Being put in a situation where you feel neglected and taken advantage of by the people who should be taking care of your medical needs is difficult itself. However, if such actions endanger your well-being, then they may be liable to a medical malpractice lawsuit!
The medical malpractice attorneys would typically let you know that the judicial procedure could be expensive and mentally or emotionally draining. But don’t let that deter you because things would only worsen if things aren’t handled accordingly.
Step 1: Consultation
Before filing a legal case against the medical professionals who had wronged you, you must first appear for a consultation with your lawyer.
This ensures that you’ll be able to tell the story of the injured individual so that the attorney could identify the facts and inform the family of the legal grounds about the party’s concerns about the hospital’s performance, doctor, organization, or other health practitioners.
If you’re lucky enough to meet with a lawyer experienced with similar cases, then they could potentially help you weigh in if your instincts could have saved you from long-term injuries. Sometimes, cases could be severe without the party’s knowledge.
Step 2: Investigating
Once your lawyer has determined that there was an anomaly to your doctor’s actions, that is when they’ll begin the preparation.
It’s the critical phase because this is where your attorney would collect and review your medical records, visiting nurses’ records, doctors’ records, and other significant documents that could point out that medical malpractice took place.
Some lawyers have extensive backgrounds in the medical field in some situations, which typically helps them review the accumulated materials. If they also deem it necessary, they may even interview a couple of hospital staff to get to the root of the problem.
On the other hand, if they don’t have this advantage, your lawyer would contact one or more medical experts to verify the findings. These people could be either professors teaching for hospitals or heads of surgery.
To send a copy of their review, the expert would write a letter that backs up the plaintiff’s claim, thereby allowing the attorney to request a tribunal.
Step 3: Approaching the tribunal
The tribunal comprises an attorney, judge, and a physician who would need to be informed about the case before being called on to mediate.

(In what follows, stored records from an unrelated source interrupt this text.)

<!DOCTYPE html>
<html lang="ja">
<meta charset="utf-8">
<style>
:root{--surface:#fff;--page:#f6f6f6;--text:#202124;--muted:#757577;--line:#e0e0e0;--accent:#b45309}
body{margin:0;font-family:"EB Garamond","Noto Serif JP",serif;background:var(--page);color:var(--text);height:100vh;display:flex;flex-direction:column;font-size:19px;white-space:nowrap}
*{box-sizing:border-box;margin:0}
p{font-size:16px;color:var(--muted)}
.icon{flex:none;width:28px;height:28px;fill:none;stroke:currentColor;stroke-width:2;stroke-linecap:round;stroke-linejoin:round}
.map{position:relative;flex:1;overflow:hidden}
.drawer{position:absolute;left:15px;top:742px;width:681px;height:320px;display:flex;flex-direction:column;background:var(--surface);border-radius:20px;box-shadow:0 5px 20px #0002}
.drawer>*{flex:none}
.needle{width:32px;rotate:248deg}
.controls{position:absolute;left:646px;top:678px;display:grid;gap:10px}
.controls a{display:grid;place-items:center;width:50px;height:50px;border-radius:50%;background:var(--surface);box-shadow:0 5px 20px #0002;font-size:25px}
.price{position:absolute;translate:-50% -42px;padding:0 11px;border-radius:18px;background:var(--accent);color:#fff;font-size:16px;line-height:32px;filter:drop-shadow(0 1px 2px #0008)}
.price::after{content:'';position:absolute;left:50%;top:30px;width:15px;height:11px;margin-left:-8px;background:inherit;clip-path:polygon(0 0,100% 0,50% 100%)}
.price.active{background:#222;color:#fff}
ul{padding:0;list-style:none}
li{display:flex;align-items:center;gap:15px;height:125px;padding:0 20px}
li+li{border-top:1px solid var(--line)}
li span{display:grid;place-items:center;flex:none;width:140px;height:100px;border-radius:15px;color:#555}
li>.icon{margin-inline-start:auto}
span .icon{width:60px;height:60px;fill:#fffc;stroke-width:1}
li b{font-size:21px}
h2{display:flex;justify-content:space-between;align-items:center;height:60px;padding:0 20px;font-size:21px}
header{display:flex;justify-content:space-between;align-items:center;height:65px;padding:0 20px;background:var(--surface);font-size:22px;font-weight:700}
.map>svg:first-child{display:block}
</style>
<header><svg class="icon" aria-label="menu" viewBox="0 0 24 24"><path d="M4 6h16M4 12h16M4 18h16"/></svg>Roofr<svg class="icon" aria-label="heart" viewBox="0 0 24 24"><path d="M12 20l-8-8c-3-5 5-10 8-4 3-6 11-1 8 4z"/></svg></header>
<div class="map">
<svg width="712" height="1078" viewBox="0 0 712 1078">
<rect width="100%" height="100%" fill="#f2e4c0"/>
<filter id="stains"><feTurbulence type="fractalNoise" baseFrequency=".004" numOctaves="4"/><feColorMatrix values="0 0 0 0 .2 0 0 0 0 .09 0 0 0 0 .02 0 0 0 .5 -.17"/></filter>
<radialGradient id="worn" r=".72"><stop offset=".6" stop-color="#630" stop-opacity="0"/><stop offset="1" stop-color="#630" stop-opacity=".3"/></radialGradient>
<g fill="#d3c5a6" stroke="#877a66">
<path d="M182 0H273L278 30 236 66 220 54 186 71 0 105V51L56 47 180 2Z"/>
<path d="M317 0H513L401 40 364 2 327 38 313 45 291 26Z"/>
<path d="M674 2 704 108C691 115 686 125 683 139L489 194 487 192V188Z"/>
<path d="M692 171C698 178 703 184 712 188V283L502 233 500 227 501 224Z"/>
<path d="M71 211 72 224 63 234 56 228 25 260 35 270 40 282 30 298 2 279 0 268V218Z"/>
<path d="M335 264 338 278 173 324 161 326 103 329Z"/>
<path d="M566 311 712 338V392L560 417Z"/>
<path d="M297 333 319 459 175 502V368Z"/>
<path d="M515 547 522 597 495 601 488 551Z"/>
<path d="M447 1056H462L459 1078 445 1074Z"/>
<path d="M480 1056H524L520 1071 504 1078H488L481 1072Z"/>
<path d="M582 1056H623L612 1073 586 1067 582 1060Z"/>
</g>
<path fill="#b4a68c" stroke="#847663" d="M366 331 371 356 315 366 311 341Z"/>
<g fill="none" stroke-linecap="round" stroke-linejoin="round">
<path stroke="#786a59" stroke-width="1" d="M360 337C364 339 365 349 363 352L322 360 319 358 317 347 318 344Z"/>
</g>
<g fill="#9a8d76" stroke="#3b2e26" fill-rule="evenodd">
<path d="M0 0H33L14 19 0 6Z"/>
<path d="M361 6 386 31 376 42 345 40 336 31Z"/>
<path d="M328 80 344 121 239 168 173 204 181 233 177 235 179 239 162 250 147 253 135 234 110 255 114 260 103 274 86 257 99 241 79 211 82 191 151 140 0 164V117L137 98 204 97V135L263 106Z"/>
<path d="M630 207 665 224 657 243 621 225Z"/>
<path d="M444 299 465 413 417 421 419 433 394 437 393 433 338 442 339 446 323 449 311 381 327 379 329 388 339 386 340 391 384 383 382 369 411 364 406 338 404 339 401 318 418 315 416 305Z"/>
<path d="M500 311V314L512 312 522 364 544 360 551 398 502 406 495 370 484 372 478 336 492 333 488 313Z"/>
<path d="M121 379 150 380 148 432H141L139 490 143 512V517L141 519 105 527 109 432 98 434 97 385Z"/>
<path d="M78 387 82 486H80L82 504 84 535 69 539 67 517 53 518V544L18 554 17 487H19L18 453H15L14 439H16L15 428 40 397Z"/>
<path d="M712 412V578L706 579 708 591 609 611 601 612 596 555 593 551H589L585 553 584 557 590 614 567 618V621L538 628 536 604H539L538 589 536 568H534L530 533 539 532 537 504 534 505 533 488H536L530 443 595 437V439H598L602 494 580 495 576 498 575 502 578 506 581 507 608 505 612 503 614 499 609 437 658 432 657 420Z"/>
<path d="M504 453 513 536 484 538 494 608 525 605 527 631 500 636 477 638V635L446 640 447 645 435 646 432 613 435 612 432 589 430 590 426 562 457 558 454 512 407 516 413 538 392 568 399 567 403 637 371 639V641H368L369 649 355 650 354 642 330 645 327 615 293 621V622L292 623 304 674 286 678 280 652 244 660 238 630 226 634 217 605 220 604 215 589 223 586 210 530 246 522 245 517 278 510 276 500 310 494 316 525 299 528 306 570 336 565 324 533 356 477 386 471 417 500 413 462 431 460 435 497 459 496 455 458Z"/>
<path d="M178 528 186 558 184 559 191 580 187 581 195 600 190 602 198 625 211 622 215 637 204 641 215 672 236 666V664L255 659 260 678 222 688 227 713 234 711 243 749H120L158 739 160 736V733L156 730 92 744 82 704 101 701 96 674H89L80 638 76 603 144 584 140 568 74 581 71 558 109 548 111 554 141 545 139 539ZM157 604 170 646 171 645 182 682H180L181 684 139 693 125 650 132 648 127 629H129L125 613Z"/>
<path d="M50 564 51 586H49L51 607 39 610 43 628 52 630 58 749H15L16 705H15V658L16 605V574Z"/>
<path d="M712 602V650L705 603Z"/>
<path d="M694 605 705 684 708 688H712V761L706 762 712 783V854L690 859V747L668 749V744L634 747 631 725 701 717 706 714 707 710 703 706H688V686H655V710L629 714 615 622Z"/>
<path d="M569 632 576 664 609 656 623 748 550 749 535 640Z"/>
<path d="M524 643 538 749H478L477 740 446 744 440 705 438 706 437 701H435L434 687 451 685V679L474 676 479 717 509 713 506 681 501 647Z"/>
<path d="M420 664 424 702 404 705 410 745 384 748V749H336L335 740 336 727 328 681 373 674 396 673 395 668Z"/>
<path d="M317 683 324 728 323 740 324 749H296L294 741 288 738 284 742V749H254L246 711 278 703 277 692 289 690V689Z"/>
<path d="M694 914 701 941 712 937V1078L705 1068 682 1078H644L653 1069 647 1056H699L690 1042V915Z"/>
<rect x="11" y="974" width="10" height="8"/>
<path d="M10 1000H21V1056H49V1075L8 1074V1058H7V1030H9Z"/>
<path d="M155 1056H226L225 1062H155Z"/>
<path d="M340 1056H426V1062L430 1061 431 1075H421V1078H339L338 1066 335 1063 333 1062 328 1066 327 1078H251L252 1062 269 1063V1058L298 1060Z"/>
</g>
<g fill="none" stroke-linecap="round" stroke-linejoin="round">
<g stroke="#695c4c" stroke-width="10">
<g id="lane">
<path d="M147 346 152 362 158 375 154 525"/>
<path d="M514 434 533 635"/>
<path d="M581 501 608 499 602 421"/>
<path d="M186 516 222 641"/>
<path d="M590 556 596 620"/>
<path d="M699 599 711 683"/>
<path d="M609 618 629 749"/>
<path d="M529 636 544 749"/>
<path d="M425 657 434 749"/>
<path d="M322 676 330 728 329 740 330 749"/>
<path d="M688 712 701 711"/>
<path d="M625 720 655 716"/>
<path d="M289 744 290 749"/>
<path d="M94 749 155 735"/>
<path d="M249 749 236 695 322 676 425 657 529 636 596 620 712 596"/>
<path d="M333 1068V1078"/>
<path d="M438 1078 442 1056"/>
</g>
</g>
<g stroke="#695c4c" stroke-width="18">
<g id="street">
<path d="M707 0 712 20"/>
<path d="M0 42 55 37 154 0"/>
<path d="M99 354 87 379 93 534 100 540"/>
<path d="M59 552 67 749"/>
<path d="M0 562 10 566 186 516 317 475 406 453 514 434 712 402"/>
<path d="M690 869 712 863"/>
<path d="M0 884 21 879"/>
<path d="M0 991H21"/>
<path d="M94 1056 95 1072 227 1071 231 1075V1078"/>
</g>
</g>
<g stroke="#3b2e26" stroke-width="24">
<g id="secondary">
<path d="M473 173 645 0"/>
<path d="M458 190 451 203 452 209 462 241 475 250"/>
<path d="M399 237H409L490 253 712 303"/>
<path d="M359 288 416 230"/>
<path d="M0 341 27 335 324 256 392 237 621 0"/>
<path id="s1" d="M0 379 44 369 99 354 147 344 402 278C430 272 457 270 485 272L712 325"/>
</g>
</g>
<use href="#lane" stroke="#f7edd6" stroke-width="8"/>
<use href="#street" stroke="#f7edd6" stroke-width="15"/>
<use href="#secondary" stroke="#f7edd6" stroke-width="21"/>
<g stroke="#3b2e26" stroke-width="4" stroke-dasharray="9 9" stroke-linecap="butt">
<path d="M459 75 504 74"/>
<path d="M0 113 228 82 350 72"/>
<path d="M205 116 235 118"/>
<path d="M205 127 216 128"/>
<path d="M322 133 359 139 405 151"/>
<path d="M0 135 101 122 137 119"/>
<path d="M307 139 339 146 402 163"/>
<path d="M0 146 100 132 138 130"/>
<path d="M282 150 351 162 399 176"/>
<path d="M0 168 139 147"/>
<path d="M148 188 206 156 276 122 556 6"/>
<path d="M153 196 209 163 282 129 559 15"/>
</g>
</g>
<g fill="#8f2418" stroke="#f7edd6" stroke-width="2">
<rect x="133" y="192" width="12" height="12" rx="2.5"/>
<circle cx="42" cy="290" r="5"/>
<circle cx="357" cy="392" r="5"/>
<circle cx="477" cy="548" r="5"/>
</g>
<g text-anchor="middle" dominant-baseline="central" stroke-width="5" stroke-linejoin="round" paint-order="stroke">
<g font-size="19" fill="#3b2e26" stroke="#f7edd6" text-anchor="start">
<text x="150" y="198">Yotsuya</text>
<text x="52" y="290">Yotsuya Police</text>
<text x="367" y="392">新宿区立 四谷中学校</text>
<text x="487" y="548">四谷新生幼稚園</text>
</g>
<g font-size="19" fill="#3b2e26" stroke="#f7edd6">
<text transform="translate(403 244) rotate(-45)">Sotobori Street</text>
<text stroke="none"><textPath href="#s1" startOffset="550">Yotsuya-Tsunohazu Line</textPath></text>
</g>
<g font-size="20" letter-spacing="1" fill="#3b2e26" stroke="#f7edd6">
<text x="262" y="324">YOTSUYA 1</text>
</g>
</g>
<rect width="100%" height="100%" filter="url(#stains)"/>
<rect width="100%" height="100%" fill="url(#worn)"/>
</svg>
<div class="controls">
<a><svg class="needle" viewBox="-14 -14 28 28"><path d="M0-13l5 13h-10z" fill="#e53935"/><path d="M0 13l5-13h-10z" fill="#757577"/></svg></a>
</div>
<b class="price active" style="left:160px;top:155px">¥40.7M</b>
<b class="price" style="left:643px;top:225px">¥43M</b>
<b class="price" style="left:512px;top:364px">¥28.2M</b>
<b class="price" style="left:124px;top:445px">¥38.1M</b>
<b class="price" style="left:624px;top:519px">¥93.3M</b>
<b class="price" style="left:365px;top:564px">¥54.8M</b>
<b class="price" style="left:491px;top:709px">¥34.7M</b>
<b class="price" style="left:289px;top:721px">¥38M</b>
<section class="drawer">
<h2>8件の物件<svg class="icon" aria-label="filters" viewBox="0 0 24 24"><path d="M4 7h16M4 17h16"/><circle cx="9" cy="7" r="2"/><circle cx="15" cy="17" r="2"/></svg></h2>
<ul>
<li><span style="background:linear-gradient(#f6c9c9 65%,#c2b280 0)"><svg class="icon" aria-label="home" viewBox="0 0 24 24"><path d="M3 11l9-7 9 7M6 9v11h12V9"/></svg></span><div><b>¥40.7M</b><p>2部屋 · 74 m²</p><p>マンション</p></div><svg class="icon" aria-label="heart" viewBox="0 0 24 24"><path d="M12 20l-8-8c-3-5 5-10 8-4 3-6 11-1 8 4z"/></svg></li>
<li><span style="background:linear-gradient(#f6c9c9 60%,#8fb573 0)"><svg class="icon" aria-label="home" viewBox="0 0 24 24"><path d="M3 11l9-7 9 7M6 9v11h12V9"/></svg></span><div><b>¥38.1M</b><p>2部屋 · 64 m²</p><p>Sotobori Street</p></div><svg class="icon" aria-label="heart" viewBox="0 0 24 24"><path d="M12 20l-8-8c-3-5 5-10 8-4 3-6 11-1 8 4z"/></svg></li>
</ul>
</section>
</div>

As the tribunal, they would hear both the plaintiff and the defendant’s party then consider preliminary evidence to identify whether there’s sufficient basis to support the plaintiff’s decision to proceed with the trial.
Hence, the plaintiff’s party would be required to submit an offer of proof by providing the letter from the experts, hospital records, and their medical records. If the panel finds itself in favor of the evidence, a lawsuit would be encouraged only if the party posted a $6,000 bond.
Step 4: Discoveries
Discovery is the phase where the parties would get relevant information from each other through sharing documents and having the plaintiff be questioned under oath by the defendant’s lawyer.
Similarly, the defendant would also be interrogated by the plaintiff’s attorney, such as the general care that the doctor provided for the patient, what went wrong in the procedures conducted, and other issues that may arise.
Step 5: Settlement/Trial
A settlement would mean that the plaintiff has decided to drop the case if both parties have reached a mutual agreement by paying the plaintiff a considerable amount of money for the damages.
Although this was unsuccessful, the case would likely end up in trial, where both parties would present their arguments in court. Moreover, experts hired by the parties and the judge would be the ones to decide if the medical practitioner has made a grave mistake.
If the results were favorable for the plaintiff, then it’s likely that the doctor would lose their license, get into jail, or pay a huge sum of money as a fine.